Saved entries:
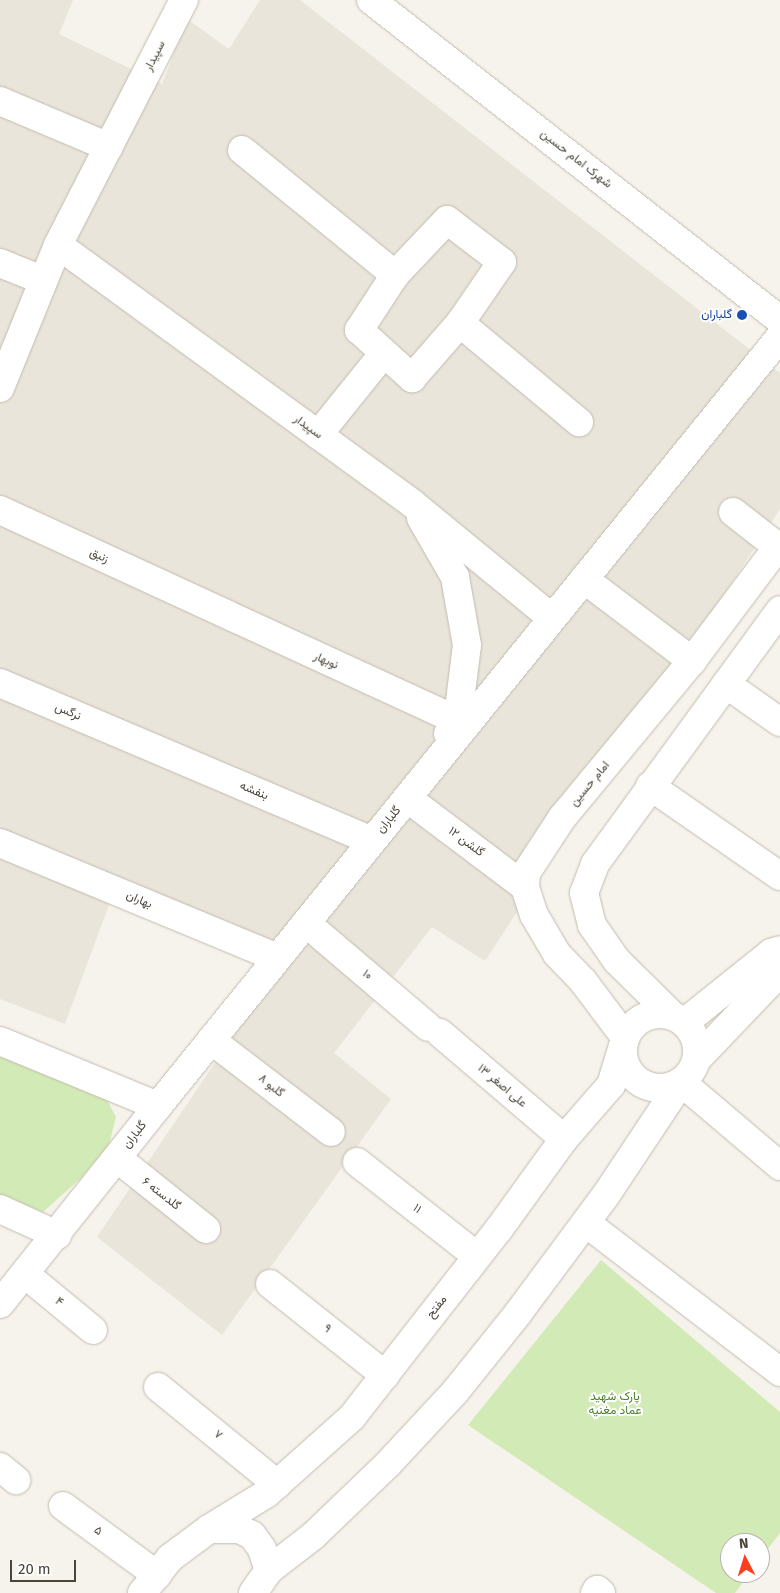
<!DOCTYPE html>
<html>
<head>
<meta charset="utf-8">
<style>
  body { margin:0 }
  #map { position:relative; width:780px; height:1593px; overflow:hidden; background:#f6f3ec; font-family:"Fira Sans",Vazirmatn,sans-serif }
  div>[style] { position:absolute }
  .residential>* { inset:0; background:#eae5da }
  .green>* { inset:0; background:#d2eab5 }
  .roads { filter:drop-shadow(0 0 1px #c2bbae) drop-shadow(0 0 1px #c2bbae) }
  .minor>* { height:28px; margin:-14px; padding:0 14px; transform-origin:14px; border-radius:14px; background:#fff }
  .minor>.ring { margin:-14px; padding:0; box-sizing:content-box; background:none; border:28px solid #fff; border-radius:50% }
  .dots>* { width:14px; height:14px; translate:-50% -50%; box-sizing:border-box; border:2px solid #fff; border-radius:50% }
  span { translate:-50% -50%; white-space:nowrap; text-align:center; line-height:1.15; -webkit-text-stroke:4px #fff; paint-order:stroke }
  .street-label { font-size:12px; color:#4b4439 }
  .transit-label { font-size:12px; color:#164399 }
  .right { translate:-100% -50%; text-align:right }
  .park-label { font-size:12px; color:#4a7f2a }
  .north { position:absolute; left:720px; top:1533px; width:50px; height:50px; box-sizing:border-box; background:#fff; border:1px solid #b7b4b0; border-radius:50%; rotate:355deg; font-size:14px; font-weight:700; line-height:20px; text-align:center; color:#4b4439 }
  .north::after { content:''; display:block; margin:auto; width:18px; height:22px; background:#fc3f1d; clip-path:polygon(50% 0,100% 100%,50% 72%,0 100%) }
  .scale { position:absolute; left:10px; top:1560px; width:66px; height:22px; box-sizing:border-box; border:2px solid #4b4439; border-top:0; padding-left:6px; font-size:15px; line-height:18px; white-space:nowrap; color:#4b4439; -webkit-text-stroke:4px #fff; paint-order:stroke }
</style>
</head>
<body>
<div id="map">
  <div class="residential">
    <i style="clip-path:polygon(0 0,73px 0,59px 34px,162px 84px,187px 19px,229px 49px,260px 0,300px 0,780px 373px,780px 509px,485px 961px,432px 927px,334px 1053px,391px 1099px,222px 1335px,97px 1237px,288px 955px,119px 878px,65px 1024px,0 999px)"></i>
  </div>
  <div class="green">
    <i style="clip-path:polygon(0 1055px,106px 1098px,116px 1117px,109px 1145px,81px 1178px,43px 1212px,0 1195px)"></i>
    <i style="clip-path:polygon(601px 1260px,780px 1412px,780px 1533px,760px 1559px,760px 1543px,730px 1543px,730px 1573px,750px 1573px,735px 1593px,716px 1593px,468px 1425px)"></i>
  </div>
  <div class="roads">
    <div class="minor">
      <i style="left:371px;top:0;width:519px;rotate:38.04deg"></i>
      <i style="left:0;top:101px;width:118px;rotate:22.9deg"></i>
      <i style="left:242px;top:150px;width:198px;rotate:39.2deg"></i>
      <i style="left:395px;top:275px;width:66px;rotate:123.2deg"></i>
      <i style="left:359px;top:330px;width:72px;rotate:42.2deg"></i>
      <i style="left:412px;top:378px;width:73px;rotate:-48.9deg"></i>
      <i style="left:460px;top:323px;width:74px;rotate:-55.5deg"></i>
      <i style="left:502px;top:262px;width:69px;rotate:-142.6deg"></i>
      <i style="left:447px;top:220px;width:76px;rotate:133.4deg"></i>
      <i style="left:58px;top:245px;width:439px;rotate:36.1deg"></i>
      <i style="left:413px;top:504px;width:180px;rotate:39.4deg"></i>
      <i style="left:0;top:263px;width:45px;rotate:22deg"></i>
      <i style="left:460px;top:323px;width:155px;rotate:39.8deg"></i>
      <i style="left:0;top:388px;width:154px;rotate:-67.9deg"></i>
      <i style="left:58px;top:245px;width:276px;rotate:-62.8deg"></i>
      <i style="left:318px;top:435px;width:105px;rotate:-51.2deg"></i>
      <i style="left:0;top:510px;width:500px;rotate:24.7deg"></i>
      <i style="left:733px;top:512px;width:57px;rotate:37.9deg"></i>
      <i style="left:421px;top:518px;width:68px;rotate:60deg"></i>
      <i style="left:455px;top:577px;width:69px;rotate:80deg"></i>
      <i style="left:467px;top:645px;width:64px;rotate:97.1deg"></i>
      <i style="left:459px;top:709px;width:27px;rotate:114deg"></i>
      <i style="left:584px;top:579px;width:136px;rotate:37.2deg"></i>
      <i style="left:0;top:683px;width:404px;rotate:23deg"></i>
      <i style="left:726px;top:684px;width:66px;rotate:35.1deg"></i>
      <i style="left:650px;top:786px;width:158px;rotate:34.7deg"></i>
      <i style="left:407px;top:798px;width:148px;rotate:37deg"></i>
      <i style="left:0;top:843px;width:300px;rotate:22.5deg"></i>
      <i style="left:306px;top:923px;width:160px;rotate:40.4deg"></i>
      <i class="ring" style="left:623px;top:1014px;width:46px;height:46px"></i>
      <i style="left:673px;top:1016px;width:78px;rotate:-135.5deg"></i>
      <i style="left:617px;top:961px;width:44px;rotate:-124.8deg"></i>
      <i style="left:592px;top:925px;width:33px;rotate:-104deg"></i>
      <i style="left:584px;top:893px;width:31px;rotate:-69deg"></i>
      <i style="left:595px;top:864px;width:314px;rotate:-53.9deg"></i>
      <i style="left:684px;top:1023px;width:112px;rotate:-38.8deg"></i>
      <i style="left:771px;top:953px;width:9px;rotate:-18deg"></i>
      <i style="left:440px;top:1033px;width:163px;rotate:40.5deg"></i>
      <i style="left:625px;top:1037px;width:70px;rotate:-126.9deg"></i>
      <i style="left:583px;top:981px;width:37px;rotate:-134deg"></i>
      <i style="left:557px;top:954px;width:45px;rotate:-120.5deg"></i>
      <i style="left:534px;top:915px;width:29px;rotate:-108deg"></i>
      <i style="left:525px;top:887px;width:14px;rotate:-86deg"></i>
      <i style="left:526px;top:873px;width:66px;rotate:-56.8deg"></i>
      <i style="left:562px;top:818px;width:204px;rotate:-50.4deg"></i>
      <i style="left:692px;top:661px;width:146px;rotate:-53.1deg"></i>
      <i style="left:211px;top:1040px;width:151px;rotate:37.5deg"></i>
      <i style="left:0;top:1041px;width:171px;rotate:22.4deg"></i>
      <i style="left:697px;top:1059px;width:120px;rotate:-46.3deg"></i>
      <i style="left:117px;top:1158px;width:114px;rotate:38.6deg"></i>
      <i style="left:357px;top:1162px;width:152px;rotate:38.1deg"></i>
      <i style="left:0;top:1209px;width:63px;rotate:24.5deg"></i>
      <i style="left:586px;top:1223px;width:245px;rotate:37.5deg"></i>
      <i style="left:25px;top:1274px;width:88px;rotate:39.5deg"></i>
      <i style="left:270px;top:1284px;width:147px;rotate:38.4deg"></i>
      <i style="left:0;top:1304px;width:253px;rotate:-51.4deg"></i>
      <i style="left:158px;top:1106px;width:989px;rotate:-51.03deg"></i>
      <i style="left:158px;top:1387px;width:154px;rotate:39.2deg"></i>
      <i style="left:0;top:1467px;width:21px;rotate:39deg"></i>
      <i style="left:63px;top:1506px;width:117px;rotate:36.3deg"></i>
      <i style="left:209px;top:1529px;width:67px;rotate:-31.6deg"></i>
      <i style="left:266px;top:1494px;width:115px;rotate:-41.8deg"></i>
      <i style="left:352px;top:1417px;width:239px;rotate:-52deg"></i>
      <i style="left:499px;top:1229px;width:111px;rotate:-54.2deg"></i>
      <i style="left:564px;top:1139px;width:72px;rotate:-49deg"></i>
      <i style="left:611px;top:1085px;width:39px;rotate:-73deg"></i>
      <i style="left:269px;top:1570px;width:56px;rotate:-37.7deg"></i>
      <i style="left:313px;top:1536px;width:104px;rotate:-43.8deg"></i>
      <i style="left:388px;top:1464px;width:98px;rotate:-47.1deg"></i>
      <i style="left:455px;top:1392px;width:102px;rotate:-51.3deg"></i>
      <i style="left:519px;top:1312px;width:146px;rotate:-53.4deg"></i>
      <i style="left:606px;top:1195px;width:136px;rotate:-56.4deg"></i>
      <i style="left:681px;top:1082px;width:130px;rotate:40.3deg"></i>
      <i style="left:142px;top:1593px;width:45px;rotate:-51.3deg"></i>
      <i style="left:170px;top:1558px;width:49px;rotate:-36.6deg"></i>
      <i style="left:209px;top:1529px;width:30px"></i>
      <i style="left:239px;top:1529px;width:14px;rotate:25deg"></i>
      <i style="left:252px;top:1535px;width:17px;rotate:54deg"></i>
      <i style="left:262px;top:1549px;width:22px;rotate:72deg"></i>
      <i style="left:269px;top:1570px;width:28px;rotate:125deg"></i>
      <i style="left:595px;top:1593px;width:4px;rotate:-56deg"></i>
      <i style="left:597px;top:1590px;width:5px;rotate:37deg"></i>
    </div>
  </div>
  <div class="dots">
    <i style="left:742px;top:315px;background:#1a4fb4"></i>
  </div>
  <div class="street-label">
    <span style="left:155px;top:56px;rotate:-63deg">سپیدار</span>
    <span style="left:576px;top:159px;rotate:38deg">شهرک امام حسین</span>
    <span style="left:308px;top:427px;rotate:36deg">سپیدار</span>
    <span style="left:99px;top:556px;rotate:25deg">زنبق</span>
    <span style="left:326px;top:661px;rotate:24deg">نوبهار</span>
    <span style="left:68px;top:712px;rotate:23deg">نرگس</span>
    <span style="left:590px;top:784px;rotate:-50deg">امام حسین</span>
    <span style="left:254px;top:791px;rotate:23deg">بنفشه</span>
    <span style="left:389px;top:820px;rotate:-51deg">گلباران</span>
    <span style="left:466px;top:842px;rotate:37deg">گلشن ۱۲</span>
    <span style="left:139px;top:900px;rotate:23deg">بهاران</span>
    <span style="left:367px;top:975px;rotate:40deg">۱۰</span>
    <span style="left:271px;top:1086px;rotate:38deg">گلبو ۸</span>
    <span style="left:502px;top:1086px;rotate:40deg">علی اصغر ۱۳</span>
    <span style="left:135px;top:1135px;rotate:-52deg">گلباران</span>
    <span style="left:161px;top:1194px;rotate:38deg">گلدسته ۶</span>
    <span style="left:417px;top:1209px;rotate:38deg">۱۱</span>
    <span style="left:59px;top:1302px;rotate:40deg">۴</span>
    <span style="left:437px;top:1307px;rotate:-52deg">مفتح</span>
    <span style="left:327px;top:1329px;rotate:38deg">۹</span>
    <span style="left:218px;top:1435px;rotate:39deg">۷</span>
    <span style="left:98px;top:1531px;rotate:36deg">۵</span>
  </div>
  <div class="transit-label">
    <span class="right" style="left:732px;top:315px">گلباران</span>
  </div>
  <div class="park-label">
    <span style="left:615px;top:1404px">پارک شهید<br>عماد مغنیه</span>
  </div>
  <div class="north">N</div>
  <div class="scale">20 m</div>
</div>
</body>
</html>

• Aim of the exercise: Please return, exactly as written, the lines from the first line of the records above through the line containing "filter:drop-shadow(0 0 1px", both included, leaving out any pictures.

• Response to this task:
<!DOCTYPE html>
<html>
<head>
<meta charset="utf-8">
<style>
  body { margin:0 }
  #map { position:relative; width:780px; height:1593px; overflow:hidden; background:#f6f3ec; font-family:"Fira Sans",Vazirmatn,sans-serif }
  div>[style] { position:absolute }
  .residential>* { inset:0; background:#eae5da }
  .green>* { inset:0; background:#d2eab5 }
  .roads { filter:drop-shadow(0 0 1px #c2bbae) drop-shadow(0 0 1px #c2bbae) }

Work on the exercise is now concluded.